Boseman está muito bem, abusando de monólogos e histórias de seu personagem, alimentando sua eterna rixa com os conformados colegas de banda. Uma digna despedida de um talento que nos deixa tão precocemente. Talvez uma das falhas do roteiro é não termos um embate de atuação entre Davis e Boseman, os dois talentos brilham individualmente mas parece que faltou como tempero os dois juntos em uma grande cena.

Talvez o filme poderia ter nos brindado com mais música, não é sempre que temos um filme sobre uma lenda do blues dos anos 1920, gostaria de ouvir mais a cantora que interpreta com a alma. E outro ponto negativo, mas que se justifica por ser uma adaptação de teatro, é que ele é quase uma peça filmada, não usa externas, flashbacks, enfim mesmo curto, às vezes se torna cansativo.

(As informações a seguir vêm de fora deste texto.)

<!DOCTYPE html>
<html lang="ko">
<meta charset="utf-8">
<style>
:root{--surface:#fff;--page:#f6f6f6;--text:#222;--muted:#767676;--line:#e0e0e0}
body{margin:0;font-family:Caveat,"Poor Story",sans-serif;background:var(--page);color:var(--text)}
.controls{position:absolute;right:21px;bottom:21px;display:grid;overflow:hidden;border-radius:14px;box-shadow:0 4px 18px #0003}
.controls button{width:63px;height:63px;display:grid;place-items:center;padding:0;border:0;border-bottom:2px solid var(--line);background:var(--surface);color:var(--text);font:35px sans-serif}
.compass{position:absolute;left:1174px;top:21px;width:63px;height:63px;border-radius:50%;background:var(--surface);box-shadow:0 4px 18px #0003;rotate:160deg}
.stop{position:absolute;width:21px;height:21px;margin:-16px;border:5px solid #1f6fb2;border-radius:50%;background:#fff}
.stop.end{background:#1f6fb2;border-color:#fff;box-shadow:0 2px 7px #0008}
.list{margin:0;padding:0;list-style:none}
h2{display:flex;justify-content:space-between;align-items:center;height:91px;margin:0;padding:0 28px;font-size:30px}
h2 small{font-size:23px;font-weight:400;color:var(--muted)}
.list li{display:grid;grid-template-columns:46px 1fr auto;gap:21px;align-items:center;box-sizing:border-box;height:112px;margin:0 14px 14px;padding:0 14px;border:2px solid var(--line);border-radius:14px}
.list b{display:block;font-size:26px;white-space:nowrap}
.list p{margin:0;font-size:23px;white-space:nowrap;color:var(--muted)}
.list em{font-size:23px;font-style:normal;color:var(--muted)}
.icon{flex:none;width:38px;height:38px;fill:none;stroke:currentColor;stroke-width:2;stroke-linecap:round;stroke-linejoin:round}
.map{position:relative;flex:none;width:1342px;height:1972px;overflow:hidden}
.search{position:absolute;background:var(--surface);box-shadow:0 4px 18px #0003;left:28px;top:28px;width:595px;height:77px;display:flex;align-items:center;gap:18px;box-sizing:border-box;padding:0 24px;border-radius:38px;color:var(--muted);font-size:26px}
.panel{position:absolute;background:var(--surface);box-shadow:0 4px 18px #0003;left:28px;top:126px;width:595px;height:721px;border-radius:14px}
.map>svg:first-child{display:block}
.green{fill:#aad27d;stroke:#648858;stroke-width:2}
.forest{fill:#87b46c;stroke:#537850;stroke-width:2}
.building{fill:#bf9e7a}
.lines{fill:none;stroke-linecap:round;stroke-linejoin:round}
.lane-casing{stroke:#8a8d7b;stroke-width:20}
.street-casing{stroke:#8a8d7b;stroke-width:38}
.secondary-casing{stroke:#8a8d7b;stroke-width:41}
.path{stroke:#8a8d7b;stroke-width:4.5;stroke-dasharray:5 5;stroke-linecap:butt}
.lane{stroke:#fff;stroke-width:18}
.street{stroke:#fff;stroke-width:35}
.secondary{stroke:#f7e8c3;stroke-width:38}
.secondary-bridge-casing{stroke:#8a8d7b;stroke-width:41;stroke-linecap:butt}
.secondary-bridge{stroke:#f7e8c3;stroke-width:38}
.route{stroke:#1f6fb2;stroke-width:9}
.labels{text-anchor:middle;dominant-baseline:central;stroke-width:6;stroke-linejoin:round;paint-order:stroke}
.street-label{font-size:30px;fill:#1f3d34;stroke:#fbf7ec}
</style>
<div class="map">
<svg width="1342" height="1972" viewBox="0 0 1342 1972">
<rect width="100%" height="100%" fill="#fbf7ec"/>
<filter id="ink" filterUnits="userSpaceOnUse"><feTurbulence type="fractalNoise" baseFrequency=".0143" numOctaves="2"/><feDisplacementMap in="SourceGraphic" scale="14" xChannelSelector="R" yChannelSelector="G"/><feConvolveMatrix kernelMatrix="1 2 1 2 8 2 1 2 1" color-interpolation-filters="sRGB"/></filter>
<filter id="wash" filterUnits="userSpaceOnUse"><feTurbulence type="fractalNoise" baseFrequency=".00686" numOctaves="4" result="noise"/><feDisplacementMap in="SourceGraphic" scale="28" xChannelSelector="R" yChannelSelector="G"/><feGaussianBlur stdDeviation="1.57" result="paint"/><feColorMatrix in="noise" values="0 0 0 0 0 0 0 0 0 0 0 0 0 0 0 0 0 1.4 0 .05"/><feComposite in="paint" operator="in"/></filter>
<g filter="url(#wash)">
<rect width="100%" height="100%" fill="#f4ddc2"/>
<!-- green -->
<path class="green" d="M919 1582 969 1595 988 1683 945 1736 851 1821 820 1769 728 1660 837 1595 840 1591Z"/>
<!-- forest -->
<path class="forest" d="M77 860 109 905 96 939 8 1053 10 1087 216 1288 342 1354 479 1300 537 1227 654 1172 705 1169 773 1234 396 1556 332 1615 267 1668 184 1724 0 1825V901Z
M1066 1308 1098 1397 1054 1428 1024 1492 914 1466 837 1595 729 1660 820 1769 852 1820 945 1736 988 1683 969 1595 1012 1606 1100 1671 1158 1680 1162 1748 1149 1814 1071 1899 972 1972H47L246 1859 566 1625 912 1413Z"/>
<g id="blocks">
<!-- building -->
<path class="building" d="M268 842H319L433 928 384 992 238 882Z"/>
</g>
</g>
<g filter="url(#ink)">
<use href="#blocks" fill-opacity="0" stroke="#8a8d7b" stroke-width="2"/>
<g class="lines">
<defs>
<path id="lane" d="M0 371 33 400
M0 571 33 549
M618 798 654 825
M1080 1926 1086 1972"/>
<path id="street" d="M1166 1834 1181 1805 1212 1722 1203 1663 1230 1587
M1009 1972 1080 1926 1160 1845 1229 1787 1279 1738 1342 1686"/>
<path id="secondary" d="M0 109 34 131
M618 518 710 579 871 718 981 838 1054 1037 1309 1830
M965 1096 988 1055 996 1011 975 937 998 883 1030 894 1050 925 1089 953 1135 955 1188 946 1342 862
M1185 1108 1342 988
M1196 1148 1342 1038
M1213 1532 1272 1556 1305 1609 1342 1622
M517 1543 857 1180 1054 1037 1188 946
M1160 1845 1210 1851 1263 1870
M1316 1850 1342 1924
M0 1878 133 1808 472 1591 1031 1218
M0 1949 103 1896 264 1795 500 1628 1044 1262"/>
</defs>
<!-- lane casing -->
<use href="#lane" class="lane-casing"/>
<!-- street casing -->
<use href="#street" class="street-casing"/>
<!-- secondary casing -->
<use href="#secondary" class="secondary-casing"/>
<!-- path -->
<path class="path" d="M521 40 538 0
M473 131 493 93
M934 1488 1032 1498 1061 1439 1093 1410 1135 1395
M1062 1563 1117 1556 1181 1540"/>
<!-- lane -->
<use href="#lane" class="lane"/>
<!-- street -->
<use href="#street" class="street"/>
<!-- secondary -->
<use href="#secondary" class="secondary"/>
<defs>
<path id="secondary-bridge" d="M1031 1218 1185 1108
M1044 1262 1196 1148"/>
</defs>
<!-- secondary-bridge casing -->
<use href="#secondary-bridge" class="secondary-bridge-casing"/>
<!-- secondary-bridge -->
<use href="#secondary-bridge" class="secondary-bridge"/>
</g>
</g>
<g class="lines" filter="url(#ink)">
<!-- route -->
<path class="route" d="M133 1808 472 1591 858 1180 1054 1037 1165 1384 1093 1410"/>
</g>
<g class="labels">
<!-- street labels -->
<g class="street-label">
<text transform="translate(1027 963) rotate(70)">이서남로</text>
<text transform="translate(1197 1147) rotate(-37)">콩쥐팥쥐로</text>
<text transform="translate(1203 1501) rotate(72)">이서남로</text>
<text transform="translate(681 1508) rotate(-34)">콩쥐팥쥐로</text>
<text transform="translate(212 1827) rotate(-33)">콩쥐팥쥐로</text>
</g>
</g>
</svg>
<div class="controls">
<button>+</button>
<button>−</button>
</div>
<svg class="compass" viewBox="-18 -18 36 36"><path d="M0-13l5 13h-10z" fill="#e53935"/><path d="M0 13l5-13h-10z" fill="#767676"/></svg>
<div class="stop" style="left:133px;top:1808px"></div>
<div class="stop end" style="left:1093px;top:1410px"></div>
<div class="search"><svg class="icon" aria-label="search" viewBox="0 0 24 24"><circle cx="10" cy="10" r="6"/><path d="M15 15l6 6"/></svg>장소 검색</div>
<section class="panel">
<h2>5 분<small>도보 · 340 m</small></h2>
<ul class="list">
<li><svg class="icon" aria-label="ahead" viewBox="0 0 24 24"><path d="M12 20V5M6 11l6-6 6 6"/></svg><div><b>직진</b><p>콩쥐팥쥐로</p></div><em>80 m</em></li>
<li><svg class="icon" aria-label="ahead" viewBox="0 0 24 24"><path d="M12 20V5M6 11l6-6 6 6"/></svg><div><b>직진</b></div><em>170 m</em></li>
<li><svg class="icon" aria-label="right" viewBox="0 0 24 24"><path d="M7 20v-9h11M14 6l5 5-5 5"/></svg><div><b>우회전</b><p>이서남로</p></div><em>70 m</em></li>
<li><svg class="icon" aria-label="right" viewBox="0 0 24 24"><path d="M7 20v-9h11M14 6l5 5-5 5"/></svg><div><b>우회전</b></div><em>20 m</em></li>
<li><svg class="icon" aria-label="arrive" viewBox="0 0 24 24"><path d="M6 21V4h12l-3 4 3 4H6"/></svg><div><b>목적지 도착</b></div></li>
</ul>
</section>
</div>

A Voz Suprema do Blues é um filme de atores, e principalmente Boseman, em pelo menos duas cenas ele mostra todo se talento de atuação: uma quando ele conta em detalhes o estupro de sua mãe e as consequências, contado de uma maneira tão forte que faz uma história de terror ser fichinha perto da violência e o racismo do fato; e o embate entre ele seu colega de banda, Cutler, esse com sua religiosidade ferrenha e Leeve sempre em combate com Deus e seus fantasmas interiores.

Enfim, A Voz Suprema do Blues é uma digna despedida de um grande ator que pareceu ter dado toda sua intensidade e paixão à atuação. O filme é de Ma Rainey, mas Boseman e seu Leeve é que roubam a cena, senão o filme como um todo, sensacional, sim uma atuação visceral no seu canto dos cisnes.